Senate Bill 17-202, signed by the Governor on June 2nd,

“appropriates $1.5 million from the Species Conservation Trust Fund for programs submitted by the Director of the Department of Natural Resources that are designed to conserve native species that have been listed as threatened or endangered under state or federal law, or are likely to become candidate species as determined by the United States Fish and Wildlife Service. Funds appropriated in this fund remain available for the designated purposes until they are fully expended.”

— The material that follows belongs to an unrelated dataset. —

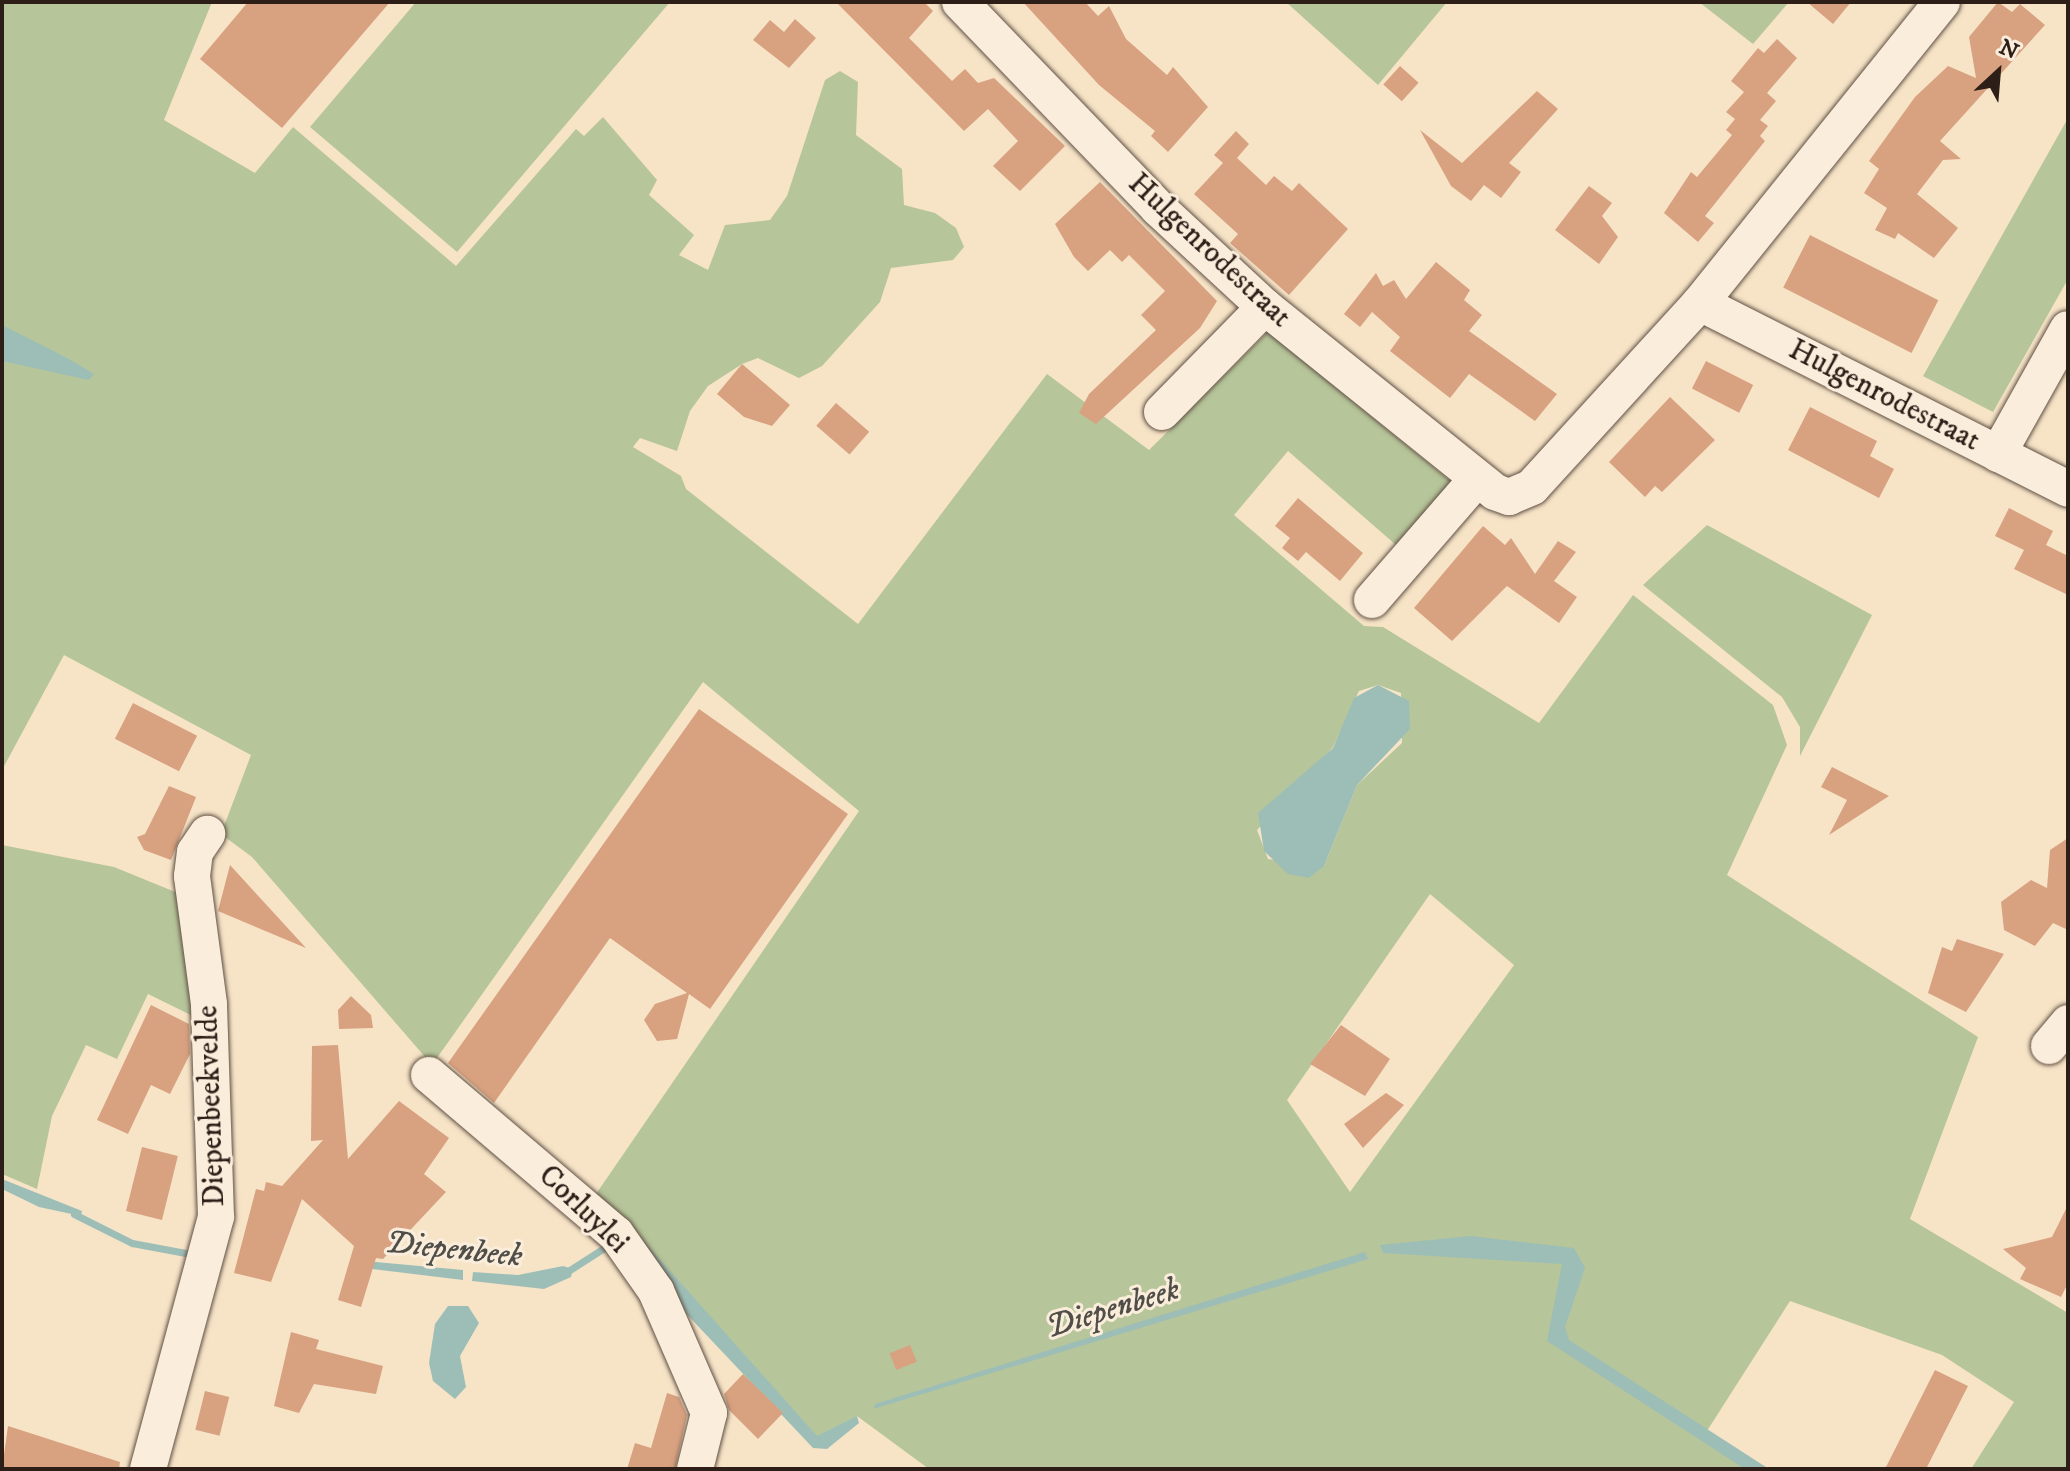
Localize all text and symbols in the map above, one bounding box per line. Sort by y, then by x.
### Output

Senate Bill 17-267, signed by the Governor on May 30th, was one of those with a somewhat overly broad title, “Concerning the Sustainability of Rural Colorado,” and had a plethora of targets:

  1. repeals the existing Hospital Provider Fee, creates the Colorado Healthcare Affordability and Sustainability Enterprise (enterprise) to administer a similar new fee, and makes an adjustment to reduce the state TABOR limit (Referendum cap) (Note: Fee revenue collected by the enterprise is not subject to the state’s TABOR limit);
  2. beginning in Fiscal Year 2018-19 authorizes the state to execute lease-purchase agreements on existing facilities and credits the proceeds of such agreements to fund transportation, capital construction and controlled maintenance projects; (Note:  proceeds are exempt from the TABOR limit as a property sale, and leases must be renewed by annual appropriation so as not to constitute multi-year debt requiring voter approval under subsection (4) of TABOR; interest earned by participants in agreements are exempt from the state income tax).
  3. repeals the current General Fund transfers to the Highway Users Tax Fund (HUTF) under Senate Bill 17-262 and instead transfers this money to the State Public School Fund for allocation to rural and small rural school districts;
  4. requires executive departments to submit Fiscal Year 2018-19 budget requests to the Office of State Planning and Budgeting (OSPB) that are 2 percent lower than the amounts they receive for Fiscal Year 2017-18;
  5. allows health care providers that are not enrolled in Medicaid to bill Medicaid patients for health care services, provided that the provider and patient enter into a written contract; and
  6. conditional on enactment of the federal Advancing Care for Exceptional Kids Act (ACE Kids Act), requires the Department of Health Care Policy and Financing (HCPF) to seek federal waivers necessary to fund an enhanced pediatric health home for children with complex medical conditions.

   House Bill 17-121 was finally deemed lost along the way this session. It would have greatly expanded the licensing and certification procedures for various medical professionals, no doubt with the intended goal of screening of persons who have been terminated from prior employers for criminal acts such as stealing drugs and unlawful sexual behavior.

Senate Bill 17-107 was “deemed lost with amendments,” and would have required that beginning in the 2017-18 academic year, the Colorado Department of Education to consider access to courses or educational programs in the arts as a performance indicator. SB 107 was titled “Measures to Reward Public Education Entities that Provide Student Access to Arts Education Programs.”

 HEADS UP – Today’s column also brings a “wrap” to the 2017 Eye on the Legislature. Hope you’ll return next January for the 2018 General Assembly coverage.